┌─ Information supplied
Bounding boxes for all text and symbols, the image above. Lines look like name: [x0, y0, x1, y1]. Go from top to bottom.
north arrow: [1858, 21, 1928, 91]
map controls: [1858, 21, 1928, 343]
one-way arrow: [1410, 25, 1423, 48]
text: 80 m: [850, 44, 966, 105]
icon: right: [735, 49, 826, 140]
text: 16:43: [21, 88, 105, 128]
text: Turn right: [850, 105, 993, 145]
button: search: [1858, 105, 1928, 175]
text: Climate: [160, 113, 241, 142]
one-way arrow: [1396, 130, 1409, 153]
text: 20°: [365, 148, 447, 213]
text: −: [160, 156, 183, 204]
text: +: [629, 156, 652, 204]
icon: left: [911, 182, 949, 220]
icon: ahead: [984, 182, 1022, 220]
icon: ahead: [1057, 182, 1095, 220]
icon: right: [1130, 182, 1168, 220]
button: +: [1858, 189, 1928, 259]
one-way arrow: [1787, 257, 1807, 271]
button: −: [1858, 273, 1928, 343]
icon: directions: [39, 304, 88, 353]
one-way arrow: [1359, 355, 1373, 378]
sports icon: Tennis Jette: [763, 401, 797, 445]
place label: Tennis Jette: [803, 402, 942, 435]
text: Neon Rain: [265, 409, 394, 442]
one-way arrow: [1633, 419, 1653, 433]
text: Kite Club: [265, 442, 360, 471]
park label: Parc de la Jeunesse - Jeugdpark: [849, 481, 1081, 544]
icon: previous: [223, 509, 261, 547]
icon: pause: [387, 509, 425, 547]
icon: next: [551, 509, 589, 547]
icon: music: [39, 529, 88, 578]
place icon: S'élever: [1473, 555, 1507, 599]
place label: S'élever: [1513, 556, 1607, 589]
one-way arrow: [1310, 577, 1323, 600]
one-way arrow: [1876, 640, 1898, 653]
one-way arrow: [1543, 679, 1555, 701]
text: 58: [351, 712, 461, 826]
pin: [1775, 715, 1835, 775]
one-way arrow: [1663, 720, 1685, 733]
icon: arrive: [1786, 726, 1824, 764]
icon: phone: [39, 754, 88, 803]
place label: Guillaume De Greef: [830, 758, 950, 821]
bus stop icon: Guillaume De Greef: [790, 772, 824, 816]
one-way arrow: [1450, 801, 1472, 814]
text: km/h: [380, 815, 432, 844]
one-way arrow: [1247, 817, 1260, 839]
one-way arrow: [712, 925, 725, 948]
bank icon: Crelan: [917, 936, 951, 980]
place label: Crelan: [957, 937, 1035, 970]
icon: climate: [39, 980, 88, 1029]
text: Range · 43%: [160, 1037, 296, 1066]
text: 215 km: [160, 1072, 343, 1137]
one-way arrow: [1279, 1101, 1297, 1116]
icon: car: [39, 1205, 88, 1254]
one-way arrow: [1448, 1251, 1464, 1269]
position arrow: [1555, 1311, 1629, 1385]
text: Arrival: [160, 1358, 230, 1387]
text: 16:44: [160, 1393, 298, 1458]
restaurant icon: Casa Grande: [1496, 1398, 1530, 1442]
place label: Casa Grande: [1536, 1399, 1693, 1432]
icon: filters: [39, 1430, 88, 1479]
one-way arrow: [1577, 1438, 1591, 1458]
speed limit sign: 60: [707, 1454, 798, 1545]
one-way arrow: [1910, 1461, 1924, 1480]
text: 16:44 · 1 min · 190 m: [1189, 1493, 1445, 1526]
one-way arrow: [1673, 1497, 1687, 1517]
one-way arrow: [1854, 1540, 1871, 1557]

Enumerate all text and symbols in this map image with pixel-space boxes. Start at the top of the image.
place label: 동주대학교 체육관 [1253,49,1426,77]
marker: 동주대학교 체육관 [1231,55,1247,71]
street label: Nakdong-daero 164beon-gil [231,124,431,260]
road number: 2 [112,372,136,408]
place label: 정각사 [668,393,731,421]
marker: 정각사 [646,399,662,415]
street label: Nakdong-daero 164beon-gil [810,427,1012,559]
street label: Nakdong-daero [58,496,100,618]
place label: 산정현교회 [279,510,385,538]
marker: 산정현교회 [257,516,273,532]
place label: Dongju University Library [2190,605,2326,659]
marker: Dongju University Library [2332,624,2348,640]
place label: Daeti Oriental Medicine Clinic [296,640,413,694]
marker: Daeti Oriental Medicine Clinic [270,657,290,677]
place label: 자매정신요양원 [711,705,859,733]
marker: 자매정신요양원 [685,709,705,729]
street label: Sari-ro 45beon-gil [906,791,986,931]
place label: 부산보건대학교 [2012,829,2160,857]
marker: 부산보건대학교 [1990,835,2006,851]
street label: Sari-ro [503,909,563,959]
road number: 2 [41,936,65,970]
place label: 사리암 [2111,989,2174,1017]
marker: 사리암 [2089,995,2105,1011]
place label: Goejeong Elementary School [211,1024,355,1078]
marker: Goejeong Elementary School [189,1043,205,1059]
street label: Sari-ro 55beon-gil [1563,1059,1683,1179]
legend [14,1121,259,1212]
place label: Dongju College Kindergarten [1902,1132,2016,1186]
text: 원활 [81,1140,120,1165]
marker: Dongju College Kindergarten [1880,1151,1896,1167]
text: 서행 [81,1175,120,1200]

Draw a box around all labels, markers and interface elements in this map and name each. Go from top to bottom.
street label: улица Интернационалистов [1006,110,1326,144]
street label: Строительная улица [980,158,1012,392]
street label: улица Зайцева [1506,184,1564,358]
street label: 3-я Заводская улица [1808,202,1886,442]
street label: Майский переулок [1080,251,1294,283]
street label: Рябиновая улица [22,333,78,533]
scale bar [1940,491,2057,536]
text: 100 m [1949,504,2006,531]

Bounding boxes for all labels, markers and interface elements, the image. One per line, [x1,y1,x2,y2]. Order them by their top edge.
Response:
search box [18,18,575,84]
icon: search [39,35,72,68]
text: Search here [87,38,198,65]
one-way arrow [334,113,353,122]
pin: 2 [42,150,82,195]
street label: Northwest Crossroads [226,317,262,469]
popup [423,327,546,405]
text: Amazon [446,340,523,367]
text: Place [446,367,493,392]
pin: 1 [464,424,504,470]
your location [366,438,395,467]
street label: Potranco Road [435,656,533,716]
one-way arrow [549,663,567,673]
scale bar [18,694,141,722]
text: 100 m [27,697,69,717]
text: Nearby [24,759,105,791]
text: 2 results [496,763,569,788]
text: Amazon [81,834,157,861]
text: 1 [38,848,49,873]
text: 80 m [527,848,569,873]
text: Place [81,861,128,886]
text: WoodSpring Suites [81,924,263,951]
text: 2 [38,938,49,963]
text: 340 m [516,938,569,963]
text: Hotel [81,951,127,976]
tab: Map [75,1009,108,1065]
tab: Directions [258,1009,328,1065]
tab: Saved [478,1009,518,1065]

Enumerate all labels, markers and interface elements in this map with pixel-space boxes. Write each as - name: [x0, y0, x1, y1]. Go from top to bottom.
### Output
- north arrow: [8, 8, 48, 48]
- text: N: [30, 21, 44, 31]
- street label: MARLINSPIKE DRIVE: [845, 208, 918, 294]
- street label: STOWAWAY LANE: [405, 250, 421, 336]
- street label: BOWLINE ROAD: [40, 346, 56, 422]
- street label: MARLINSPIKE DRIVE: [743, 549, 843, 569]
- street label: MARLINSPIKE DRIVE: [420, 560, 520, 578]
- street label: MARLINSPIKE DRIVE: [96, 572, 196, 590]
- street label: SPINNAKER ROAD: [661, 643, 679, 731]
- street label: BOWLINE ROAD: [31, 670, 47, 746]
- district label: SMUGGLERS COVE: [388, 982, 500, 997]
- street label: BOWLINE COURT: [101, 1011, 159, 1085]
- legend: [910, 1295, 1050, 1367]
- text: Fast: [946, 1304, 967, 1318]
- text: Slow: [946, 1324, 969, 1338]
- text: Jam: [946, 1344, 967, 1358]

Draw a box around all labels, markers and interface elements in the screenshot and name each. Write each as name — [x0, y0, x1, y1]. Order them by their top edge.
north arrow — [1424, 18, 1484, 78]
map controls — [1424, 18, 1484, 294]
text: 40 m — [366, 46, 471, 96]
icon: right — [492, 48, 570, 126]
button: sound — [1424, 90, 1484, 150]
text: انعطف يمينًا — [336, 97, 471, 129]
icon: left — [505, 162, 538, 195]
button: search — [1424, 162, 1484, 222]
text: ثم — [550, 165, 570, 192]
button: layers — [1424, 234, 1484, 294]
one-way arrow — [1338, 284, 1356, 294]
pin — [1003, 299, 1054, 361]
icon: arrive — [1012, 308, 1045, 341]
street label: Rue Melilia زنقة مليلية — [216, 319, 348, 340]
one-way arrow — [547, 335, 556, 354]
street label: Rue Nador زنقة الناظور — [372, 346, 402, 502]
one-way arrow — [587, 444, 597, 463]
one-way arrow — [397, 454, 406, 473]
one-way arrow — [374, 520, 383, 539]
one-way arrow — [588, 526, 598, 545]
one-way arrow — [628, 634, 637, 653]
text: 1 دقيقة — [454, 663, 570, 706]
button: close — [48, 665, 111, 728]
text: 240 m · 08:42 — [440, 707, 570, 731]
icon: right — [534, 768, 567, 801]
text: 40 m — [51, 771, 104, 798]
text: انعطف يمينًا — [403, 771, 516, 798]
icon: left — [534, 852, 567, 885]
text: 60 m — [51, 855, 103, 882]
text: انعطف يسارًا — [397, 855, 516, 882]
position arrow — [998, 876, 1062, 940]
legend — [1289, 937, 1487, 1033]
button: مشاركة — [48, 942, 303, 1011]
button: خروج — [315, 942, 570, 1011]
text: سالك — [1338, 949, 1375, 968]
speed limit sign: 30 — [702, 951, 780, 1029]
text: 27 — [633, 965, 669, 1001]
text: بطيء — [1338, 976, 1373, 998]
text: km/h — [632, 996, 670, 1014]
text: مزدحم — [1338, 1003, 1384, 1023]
└─
◆ Aim of the exercise
Using the records, work out how many lines include "ahead", and reply with that number alone.

◆ Expected answer
2